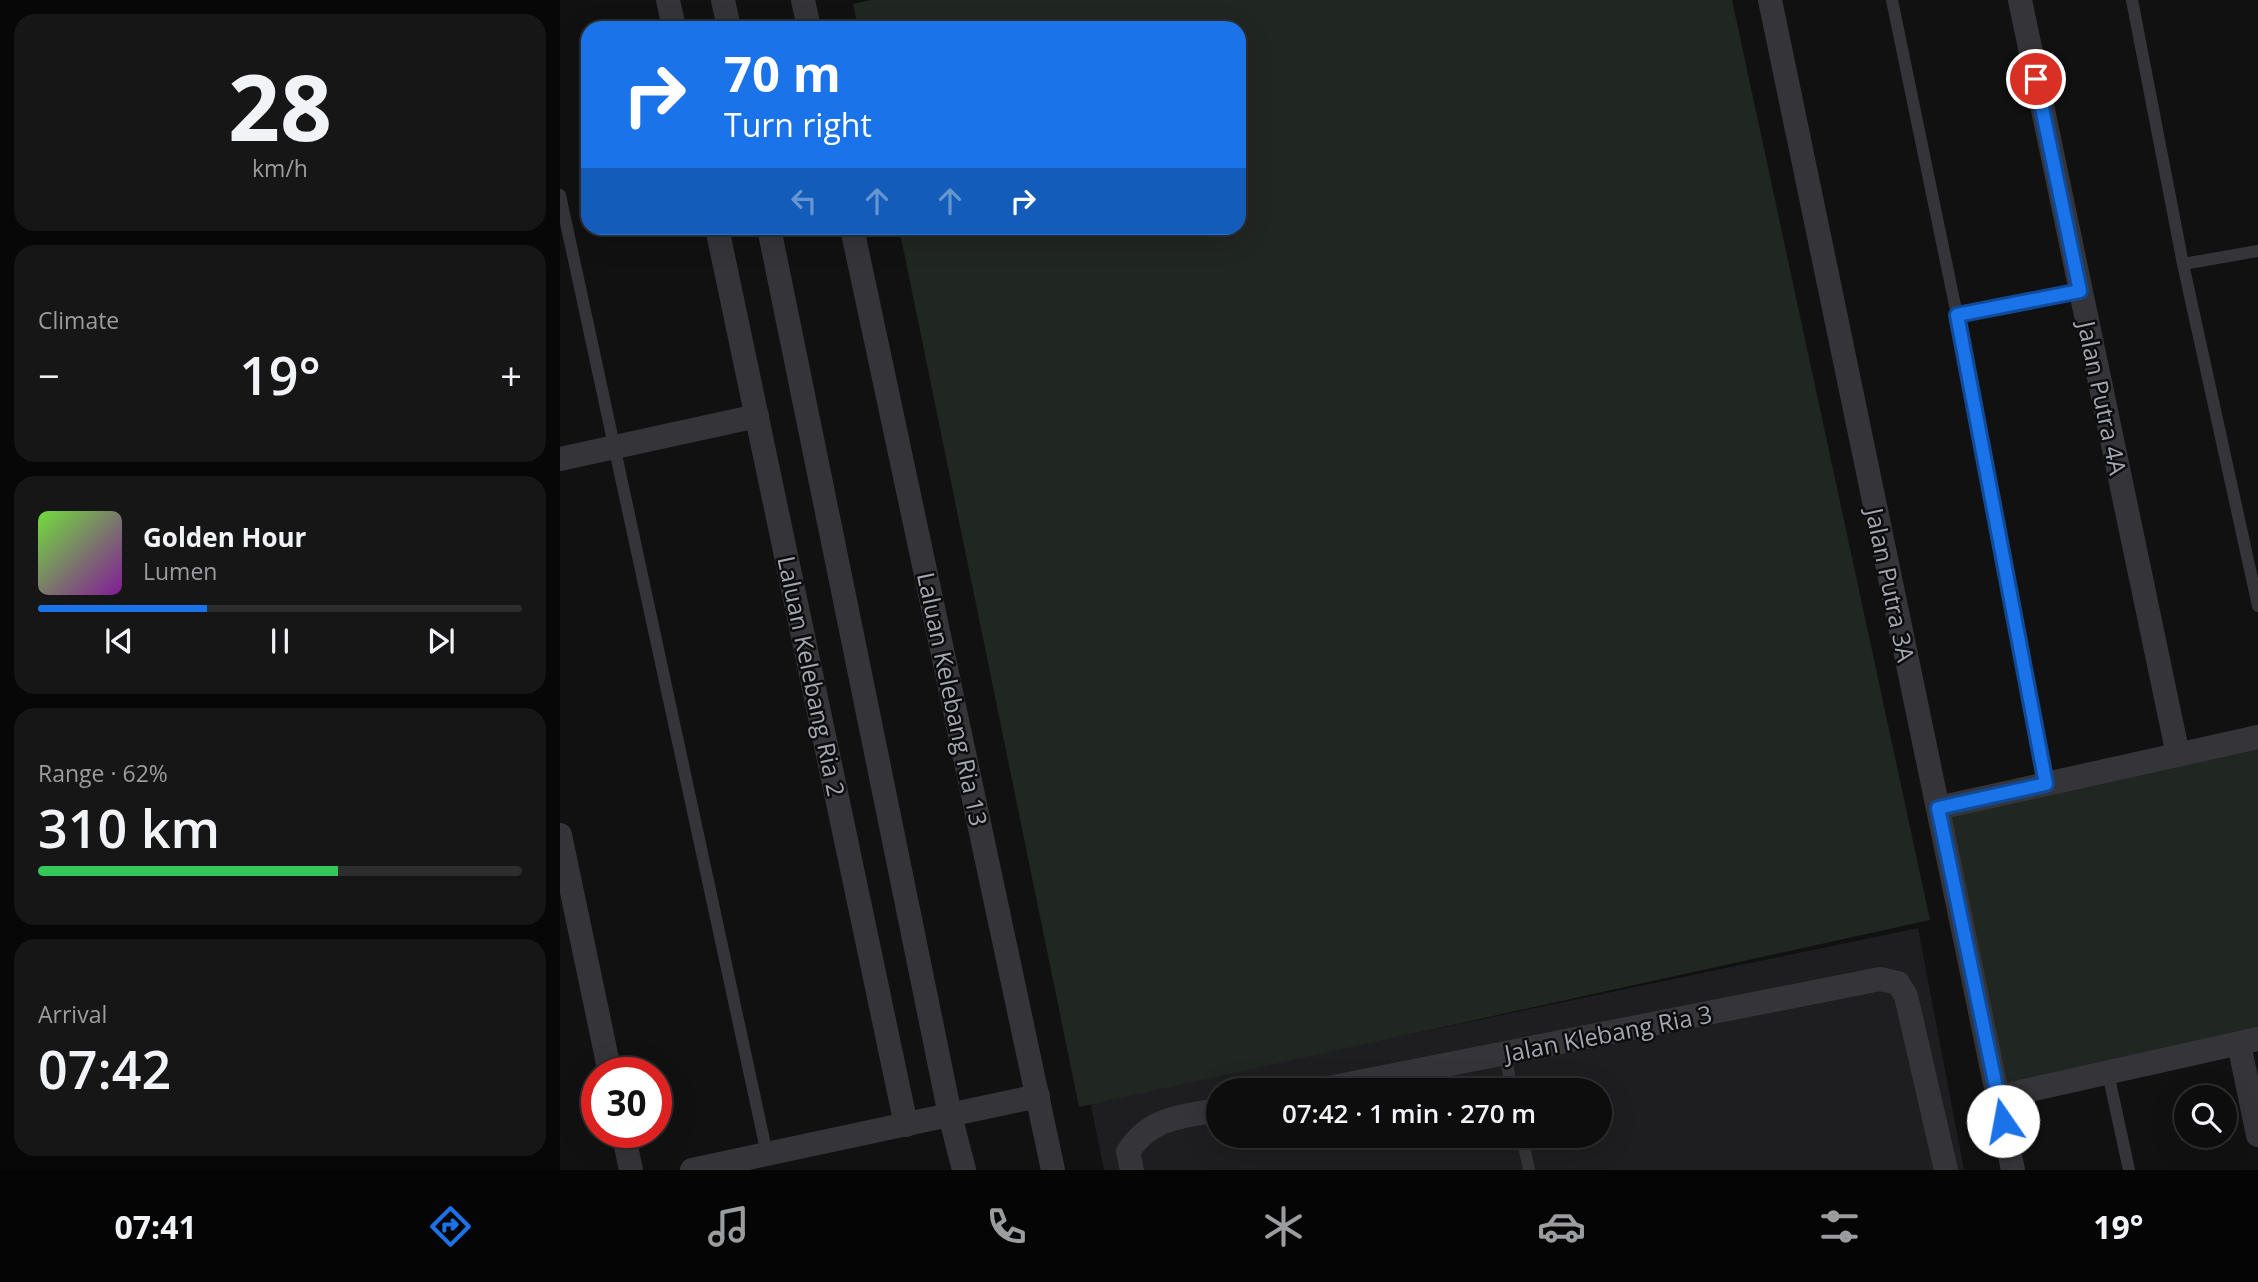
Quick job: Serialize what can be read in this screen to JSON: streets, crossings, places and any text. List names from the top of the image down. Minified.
{"streets":{"street":["Jalan Putra 4A","Jalan Putra 3A","Laluan Kelebang Ria 2","Laluan Kelebang Ria 13","Jalan Klebang Ria 3"]},"page":{"tile":[["28","km/h"],"Climate",["Range · 62%","310 km"],["Arrival","07:42"]],"turn":["70 m","Turn right"],"heat":["−","19°","+"],"song":["Golden Hour","Lumen"],"limit":"30","trip":"07:42 · 1 min · 270 m","tabs":["07:41","19°"]}}
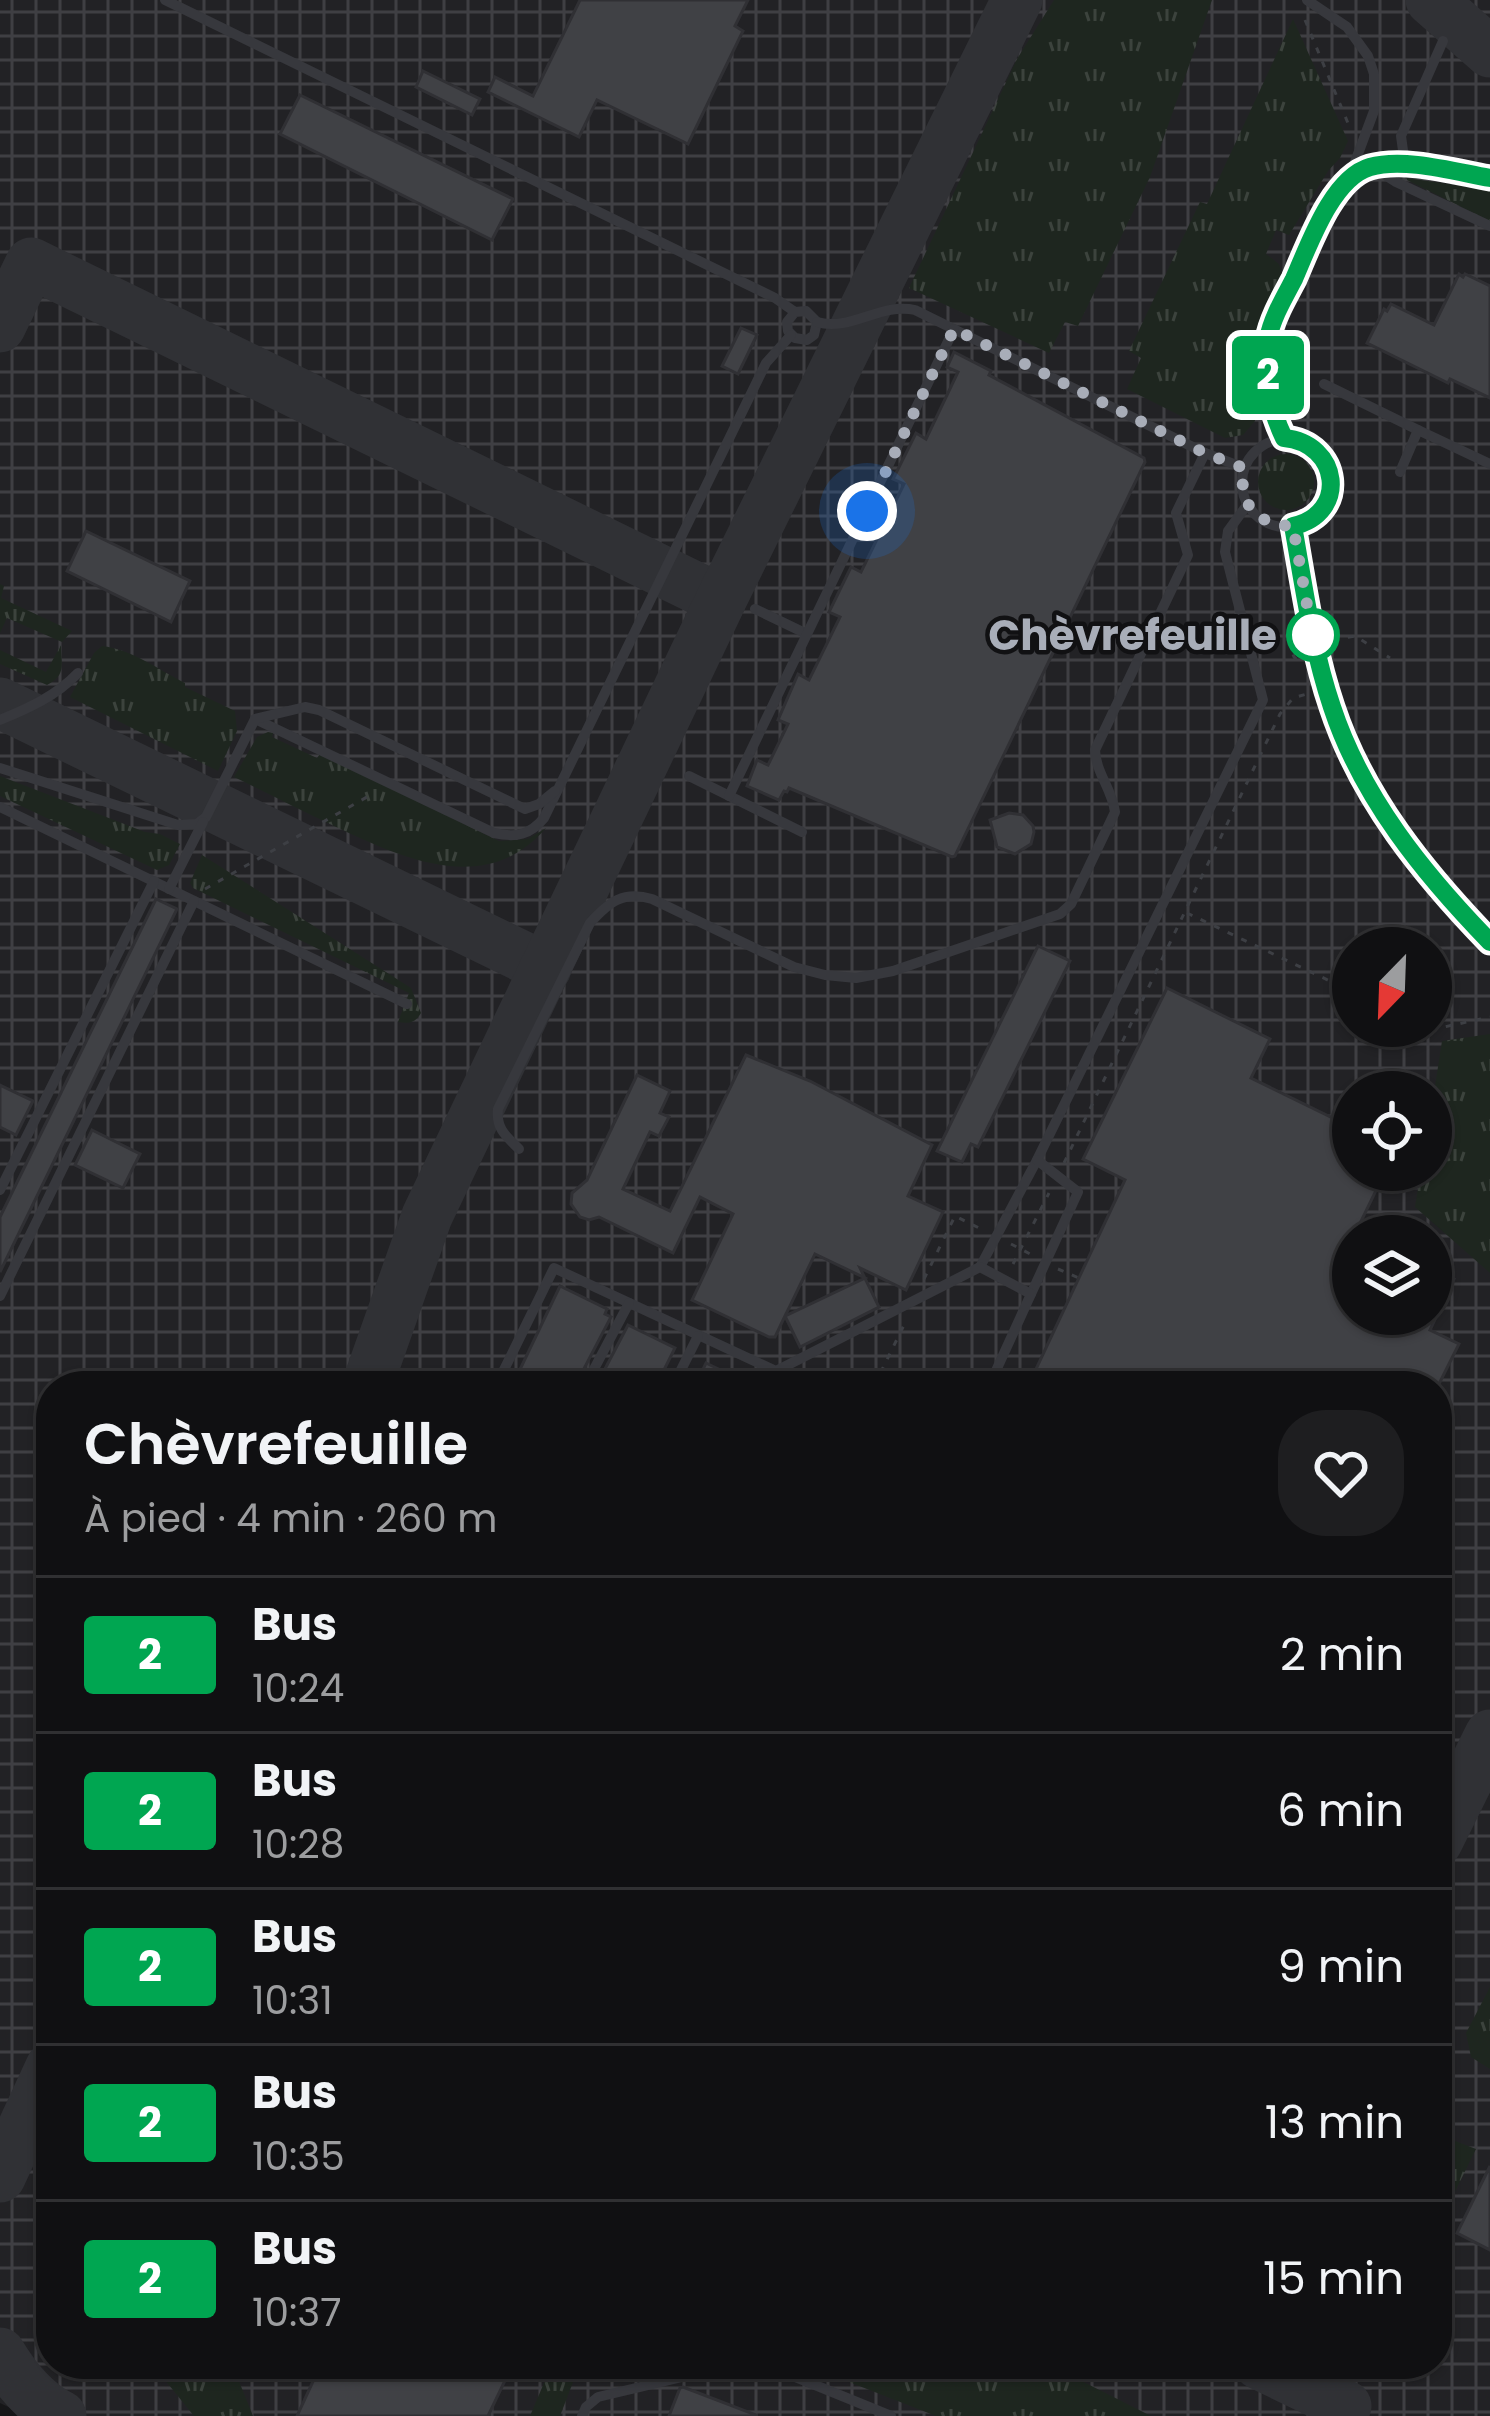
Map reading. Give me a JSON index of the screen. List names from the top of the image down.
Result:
{
  "places": ["Chèvrefeuille"],
  "lines": ["bus line 2"],
  "north": "bottom left",
  "page": {
    "on_map": "2",
    "heading": ["Chèvrefeuille", "À pied · 4 min · 260 m"],
    "list": [
      {
        "mark": "2",
        "name": "Bus",
        "note": "10:24",
        "value": "2 min"
      },
      {
        "mark": "2",
        "name": "Bus",
        "note": "10:28",
        "value": "6 min"
      },
      {
        "mark": "2",
        "name": "Bus",
        "note": "10:31",
        "value": "9 min"
      },
      {
        "mark": "2",
        "name": "Bus",
        "note": "10:35",
        "value": "13 min"
      },
      {
        "mark": "2",
        "name": "Bus",
        "note": "10:37",
        "value": "15 min"
      }
    ]
  }
}
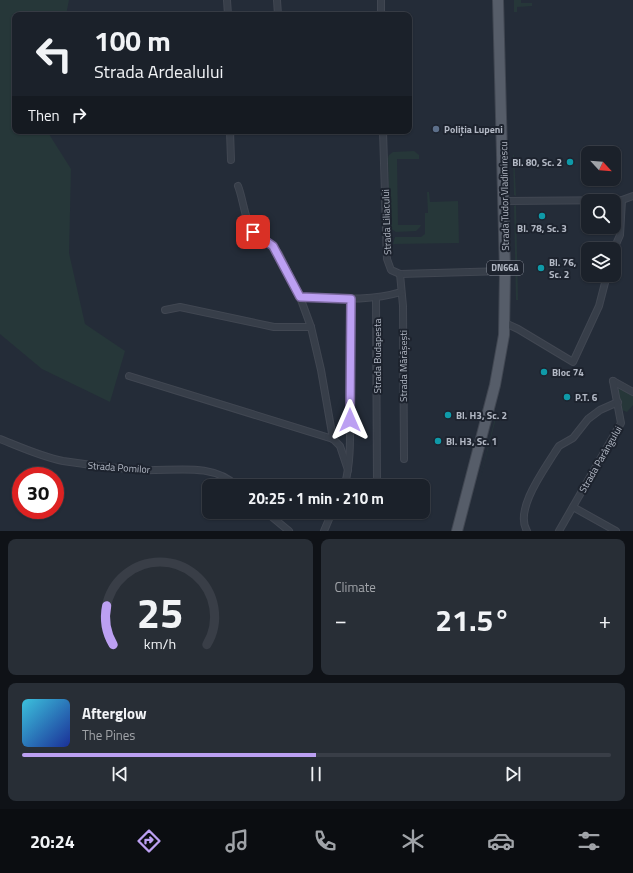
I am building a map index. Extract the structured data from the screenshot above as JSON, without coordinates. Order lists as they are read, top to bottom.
{
  "streets": {
    "main road": ["Strada Tudor Vladimirescu", "DN66A"],
    "street": [
      "Strada Liliacului",
      "Strada Budapesta",
      "Strada Mărășești",
      "Strada Parângului",
      "Strada Pomilor"
    ]
  },
  "crossings": [
    ["Strada Liliacului", "Strada Mărășești"]
  ],
  "places": [
    "Poliția Lupeni",
    "Bl. 80, Sc. 2",
    "Bl. 78, Sc. 3",
    "Bl. 76, Sc. 2",
    "Bloc 74",
    "P.T. 6",
    "Bl. H3, Sc. 2",
    "Bl. H3, Sc. 1"
  ],
  "north": "bottom right",
  "page": {
    "turn": ["100 m", "Strada Ardealului"],
    "then": "Then",
    "limit": "30",
    "trip": "20:25 · 1 min · 210 m",
    "tile": "Climate",
    "heat": ["−", "21.5°", "+"],
    "song": ["Afterglow", "The Pines"],
    "tabs": "20:24",
    "gauge": ["25", "km/h"]
  }
}
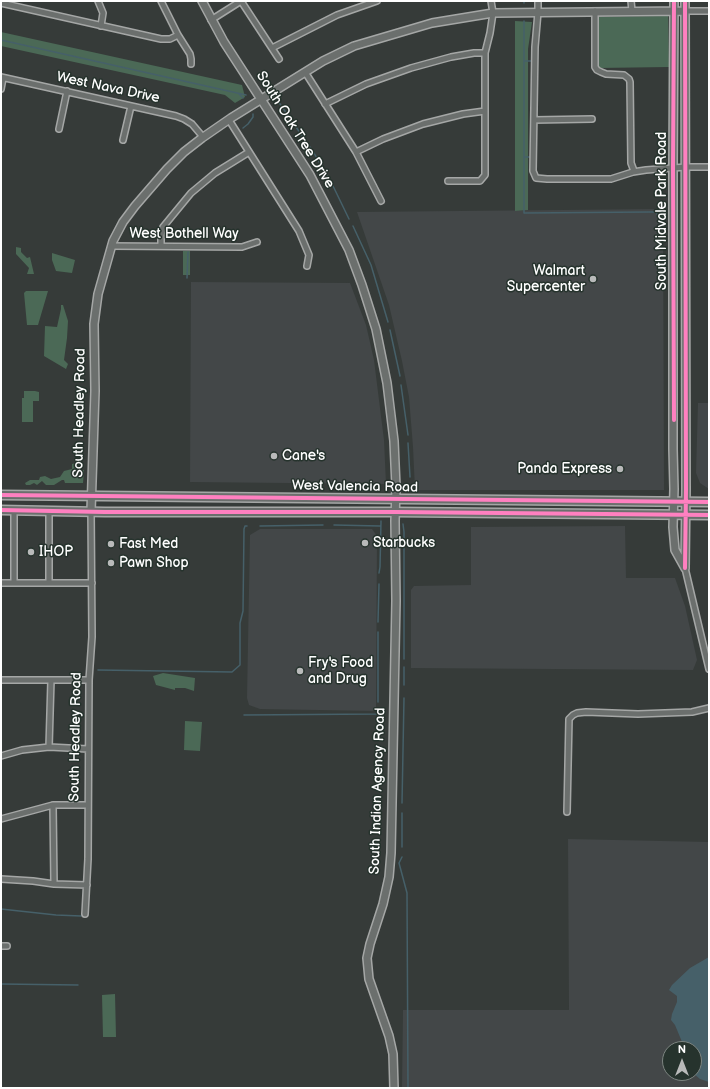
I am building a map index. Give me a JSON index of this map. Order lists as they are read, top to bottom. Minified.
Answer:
{"streets":{"main road":["West Valencia Road"],"street":["West Nava Drive","South Oak Tree Drive","South Midvale Park Road","West Bothell Way","South Headley Road","South Indian Agency Road"]},"crossings":[["West Nava Drive","South Headley Road"],["South Oak Tree Drive","South Headley Road"],["South Oak Tree Drive","West Valencia Road"],["South Oak Tree Drive","South Indian Agency Road"],["South Midvale Park Road","South Headley Road"],["South Midvale Park Road","West Valencia Road"],["West Bothell Way","South Headley Road"],["South Headley Road","West Valencia Road"],["West Valencia Road","South Indian Agency Road"]],"places":["Walmart Supercenter","Cane's","Panda Express","Starbucks","Fast Med","IHOP","Pawn Shop","Fry's Food and Drug"],"north":"top"}
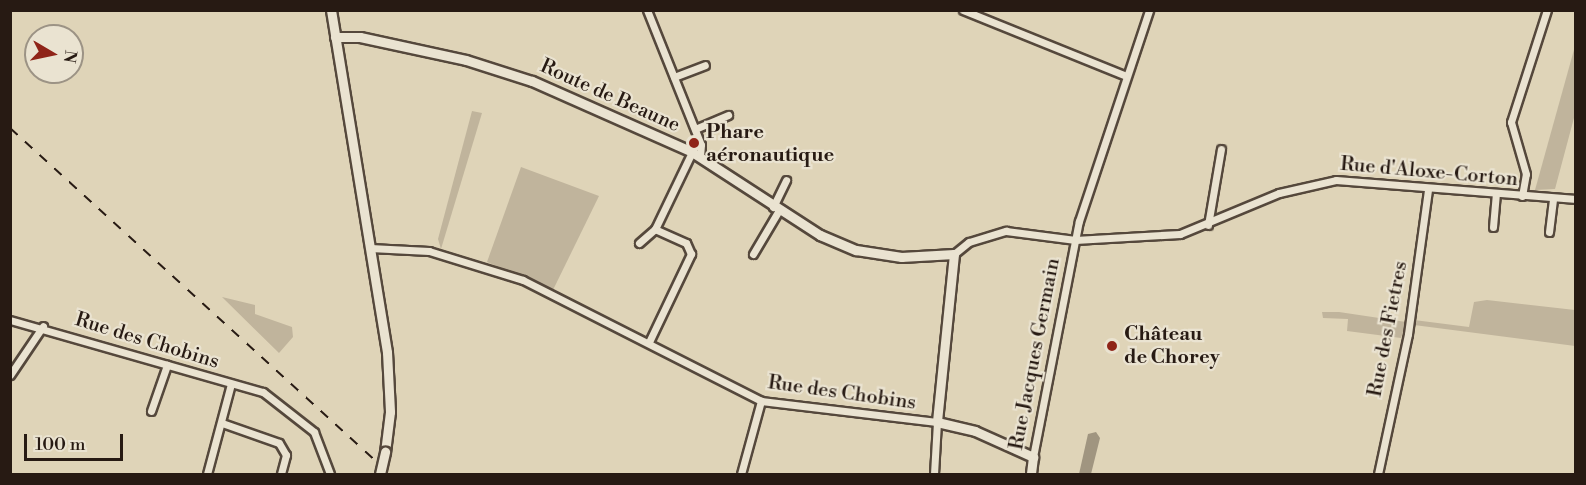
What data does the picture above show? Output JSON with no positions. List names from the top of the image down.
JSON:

----

#### [EXERCISE AIM]
Everything from the first line of the records through the line containing "Map reading. Give" should be repeated exactly, with the pictures left out.

#### [ANSWER TO THE EXERCISE]
Quick job: Serialize what can be read in this screen to JSON: streets, crossings, places and any text. List names from the top of the image down. Minified.
{"streets":{"street":["Jalan Putra 4A","Jalan Putra 3A","Laluan Kelebang Ria 2","Laluan Kelebang Ria 13","Jalan Klebang Ria 3"]},"page":{"tile":[["28","km/h"],"Climate",["Range · 62%","310 km"],["Arrival","07:42"]],"turn":["70 m","Turn right"],"heat":["−","19°","+"],"song":["Golden Hour","Lumen"],"limit":"30","trip":"07:42 · 1 min · 270 m","tabs":["07:41","19°"]}}
Map reading. Give me a JSON index of the screen. List names from the top of the image down.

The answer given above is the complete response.